Segment Start: MATERIAL TO PROCESS

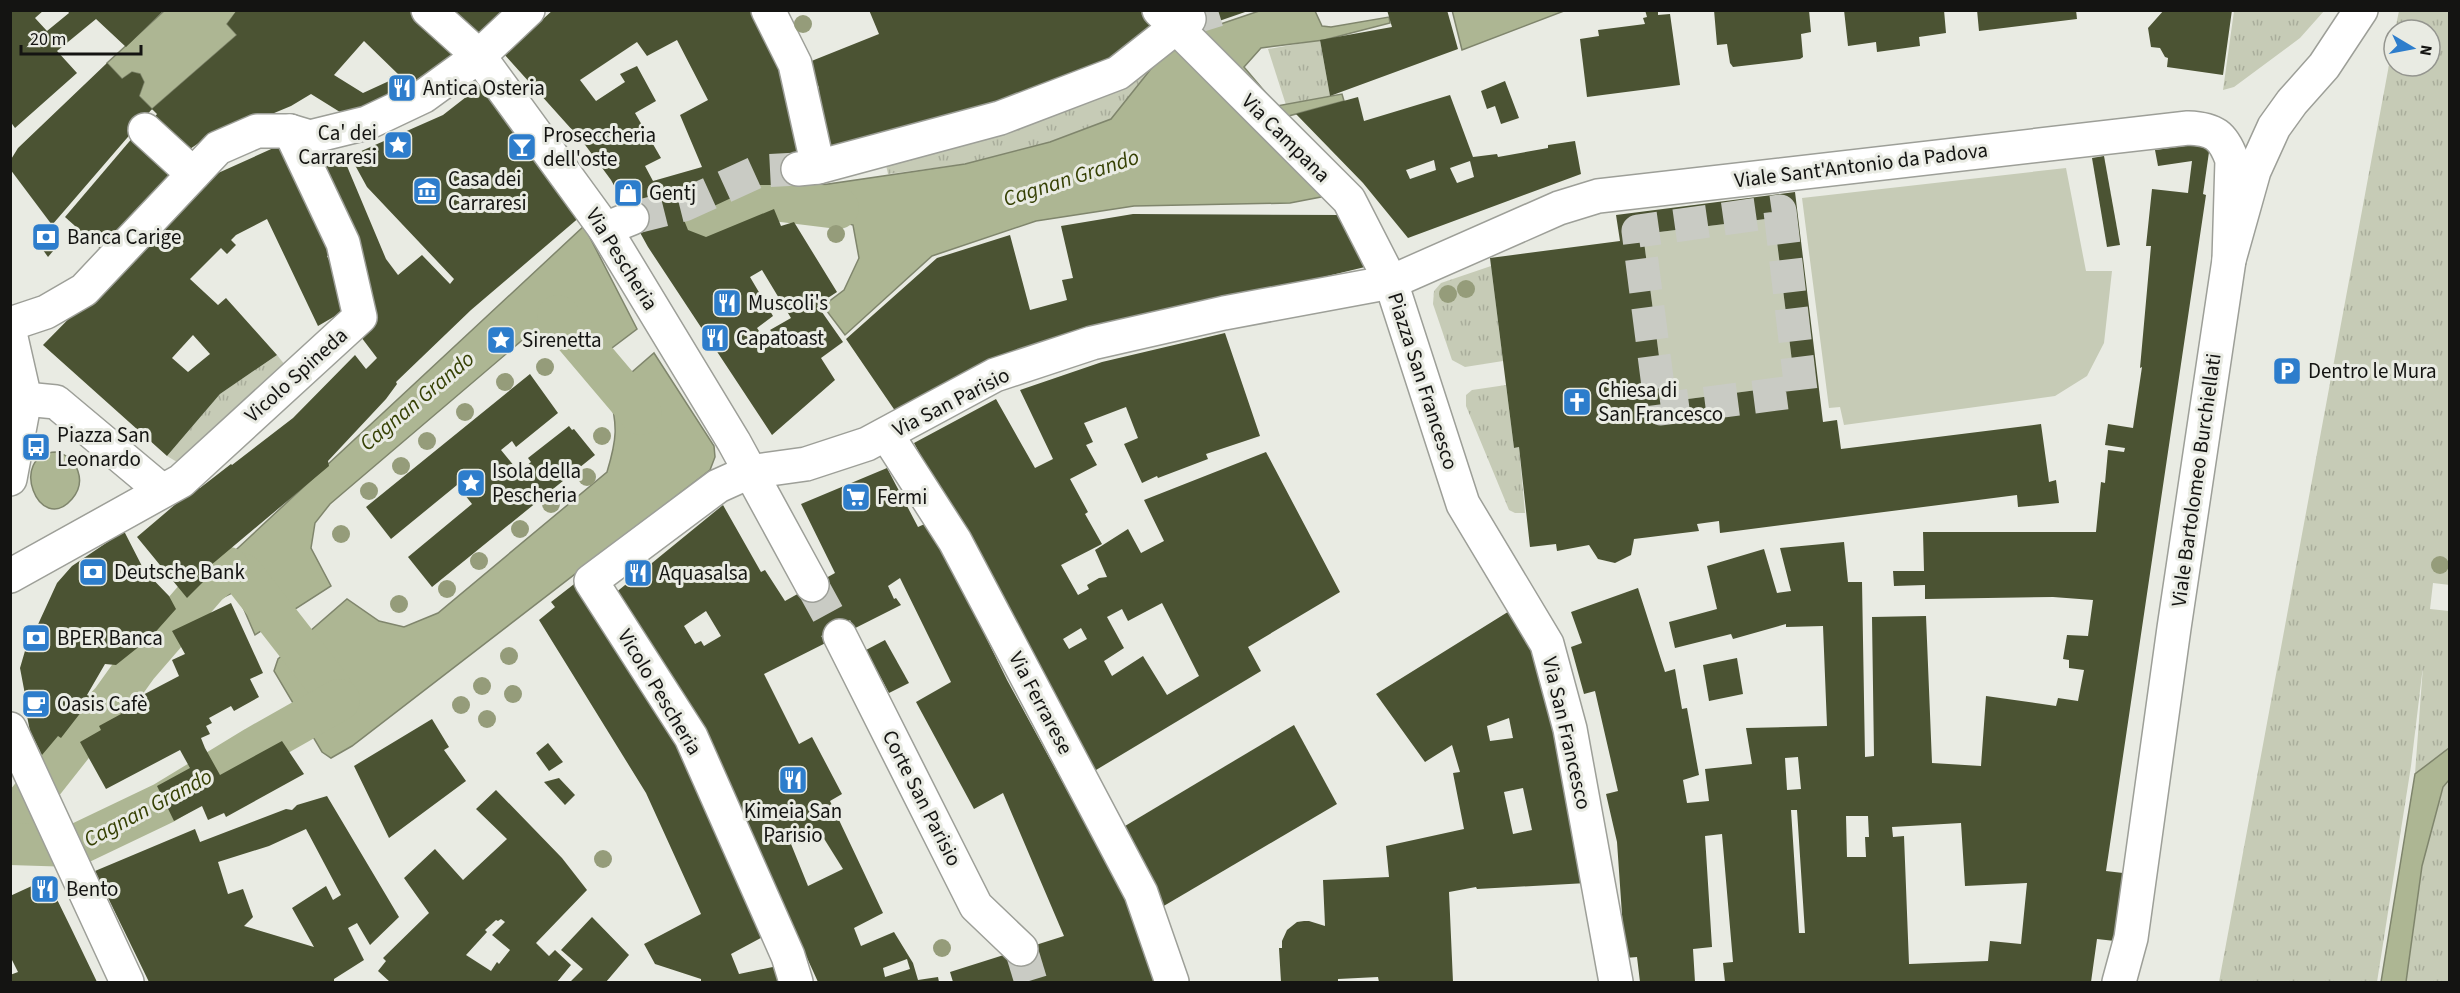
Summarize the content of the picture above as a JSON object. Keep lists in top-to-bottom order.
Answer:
{
  "streets": {
    "street": [
      "Via Campana",
      "Viale Sant'Antonio da Padova",
      "Via Pescheria",
      "Vicolo Spineda",
      "Piazza San Francesco",
      "Via San Parisio",
      "Viale Bartolomeo Burchiellati",
      "Vicolo Pescheria",
      "Via Ferrarese",
      "Via San Francesco",
      "Corte San Parisio"
    ]
  },
  "crossings": [
    ["Via Campana", "Viale Sant'Antonio da Padova"],
    ["Via Campana", "Piazza San Francesco"],
    ["Viale Sant'Antonio da Padova", "Piazza San Francesco"],
    ["Viale Sant'Antonio da Padova", "Viale Bartolomeo Burchiellati"],
    ["Via Pescheria", "Via San Parisio"],
    ["Via Pescheria", "Vicolo Pescheria"],
    ["Piazza San Francesco", "Via San Parisio"],
    ["Piazza San Francesco", "Via San Francesco"],
    ["Via San Parisio", "Vicolo Pescheria"],
    ["Via San Parisio", "Via Ferrarese"]
  ],
  "water": ["Cagnan Grando"],
  "places": {
    "restaurant": [
      "Antica Osteria",
      "Muscoli's",
      "Capatoast",
      "Aquasalsa",
      "Kimeia San Parisio",
      "Bento"
    ],
    "place": ["Ca' dei Carraresi", "Sirenetta", "Isola della Pescheria"],
    "bar": ["Proseccheria dell'oste"],
    "museum": ["Casa dei Carraresi"],
    "shop": ["Gentj"],
    "bank": ["Banca Carige", "Deutsche Bank", "BPER Banca"],
    "parking": ["Dentro le Mura"],
    "church": ["Chiesa di San Francesco"],
    "bus stop": ["Piazza San Leonardo"],
    "supermarket": ["Fermi"],
    "cafe": ["Oasis Cafè"]
  },
  "scale_bar": "20 m",
  "north": "right"
}
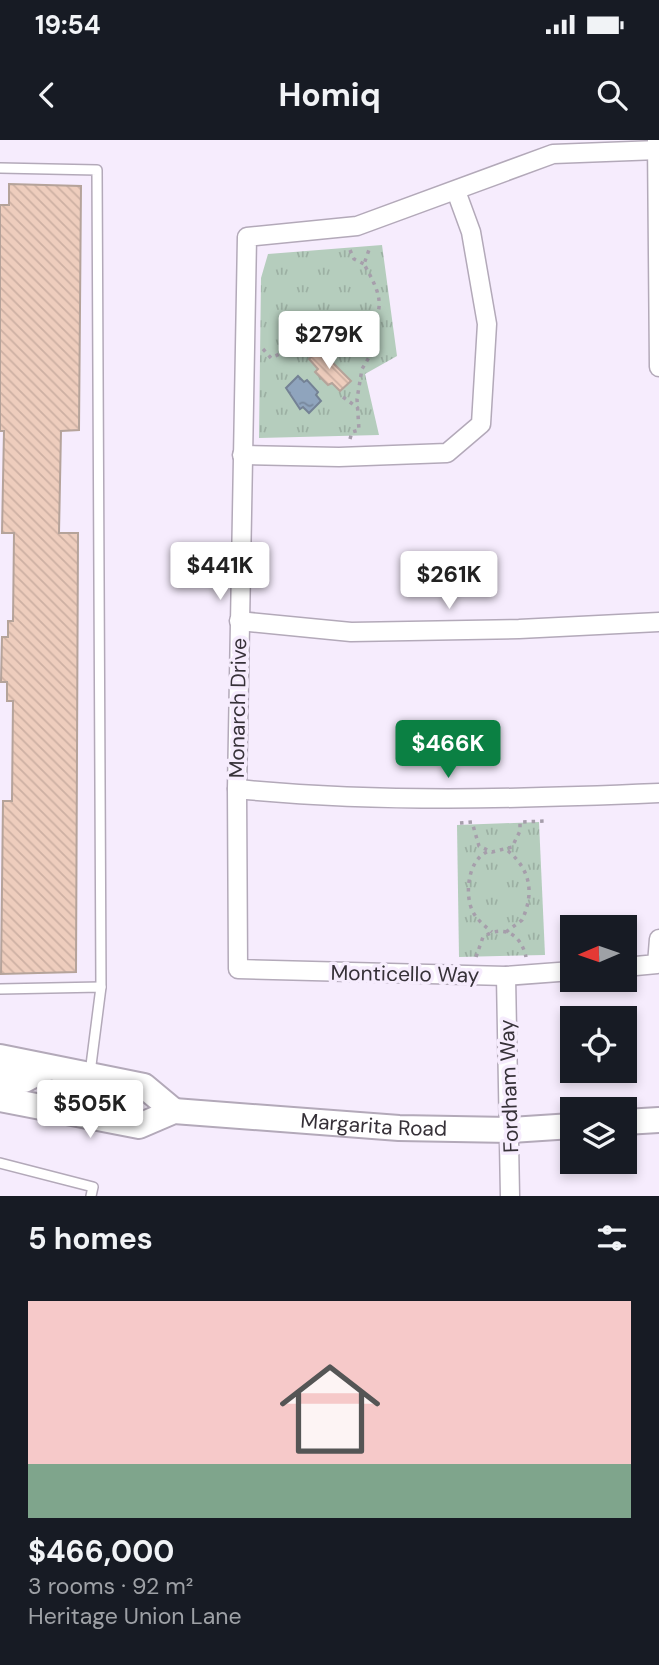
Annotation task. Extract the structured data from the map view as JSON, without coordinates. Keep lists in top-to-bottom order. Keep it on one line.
{"streets":{"main road":["Margarita Road"],"street":["Monarch Drive","Monticello Way","Fordham Way"]},"crossings":[["Monarch Drive","Monticello Way"],["Monticello Way","Fordham Way"],["Fordham Way","Margarita Road"]],"north":"left","page":{"status":"19:54","header":"Homiq","price":["$279K","$441K","$261K","$466K","$505K"],"heading":"5 homes","list":[{"name":"$466,000","note":"3 rooms · 92 m² · Heritage Union Lane"}]}}
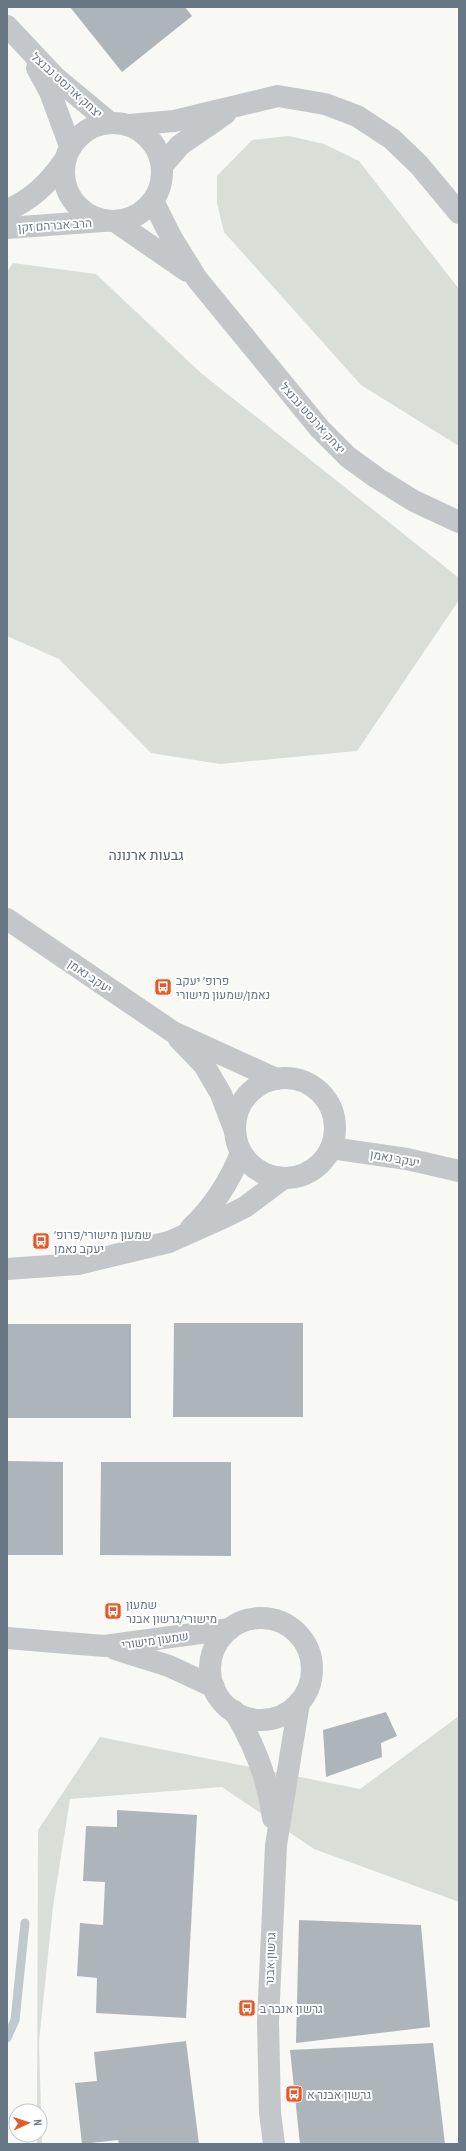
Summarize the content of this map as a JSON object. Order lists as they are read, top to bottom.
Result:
{
  "streets": {
    "street": [
      "יצחק ארנסט נבנצל",
      "הרב אברהם זקן",
      "יעקב נאמן",
      "שמעון מישורי",
      "גרשון אבנר"
    ]
  },
  "crossings": [
    ["יצחק ארנסט נבנצל", "הרב אברהם זקן"],
    ["שמעון מישורי", "גרשון אבנר"]
  ],
  "districts": ["גבעות ארנונה"],
  "places": {
    "bus stop": [
      "פרופ׳ יעקב נאמן/שמעון מישורי",
      "שמעון מישורי/פרופ׳ יעקב נאמן",
      "שמעון מישורי/גרשון אבנר",
      "גרשון אנבר ב",
      "גרשון אבנר א"
    ]
  },
  "north": "right"
}
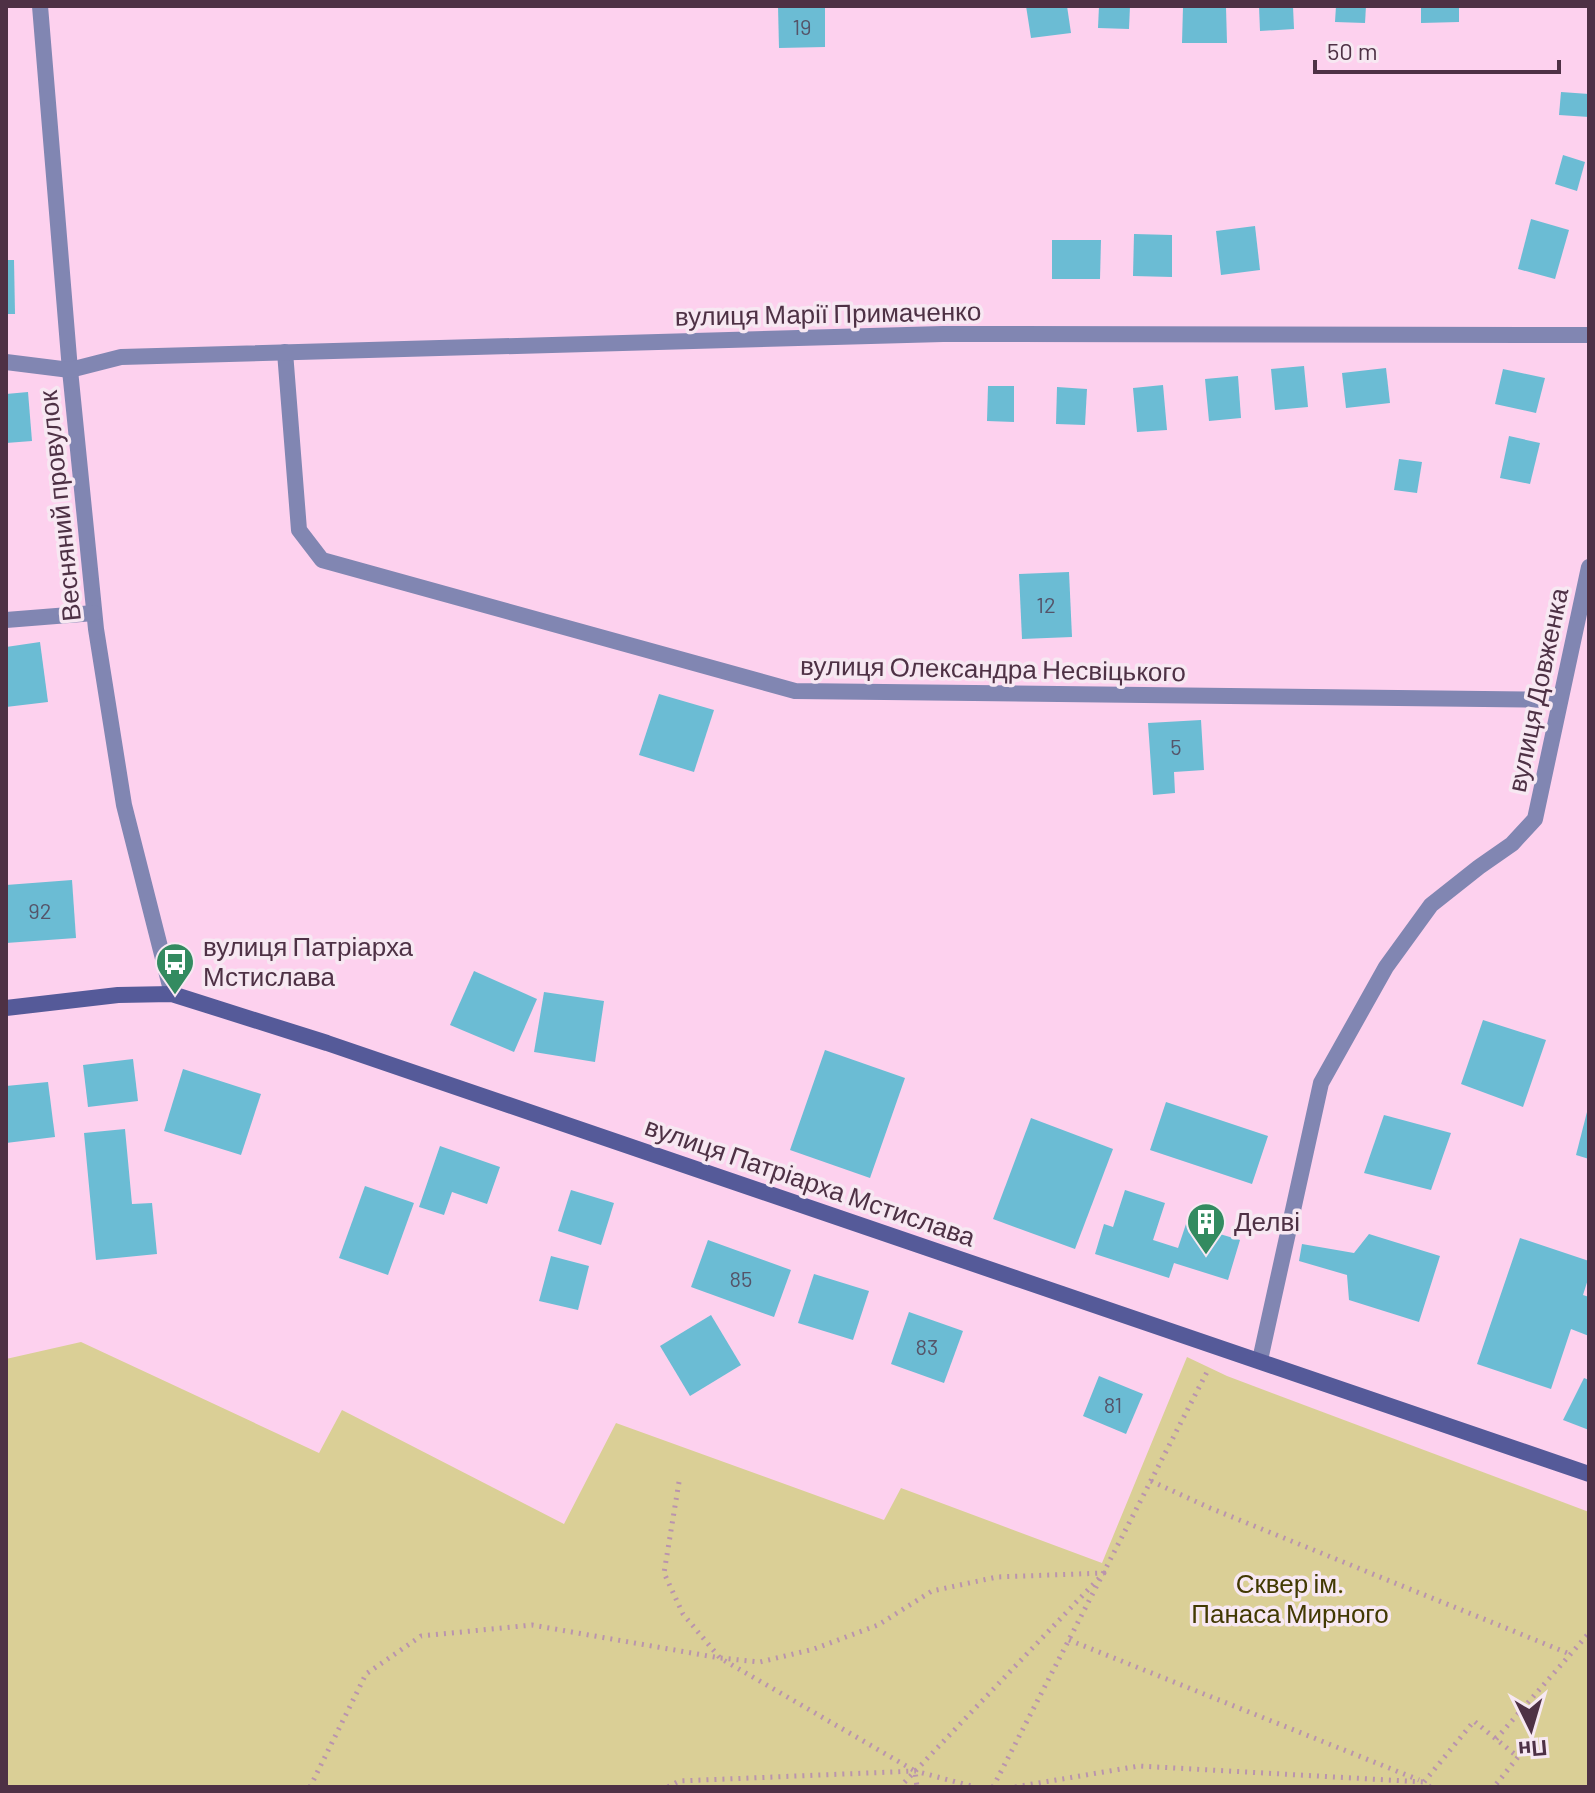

Segment End: MATERIAL TO PROCESS

# INSTRUCTIONS TO FOLLOW:
Pick out and copy the lines of the entries that hold the string "Pescheria".

# EXERCISE SOLUTION:
      "Via Pescheria",
      "Vicolo Pescheria",
    ["Via Pescheria", "Via San Parisio"],
    ["Via Pescheria", "Vicolo Pescheria"],
    ["Via San Parisio", "Vicolo Pescheria"],
    "place": ["Ca' dei Carraresi", "Sirenetta", "Isola della Pescheria"],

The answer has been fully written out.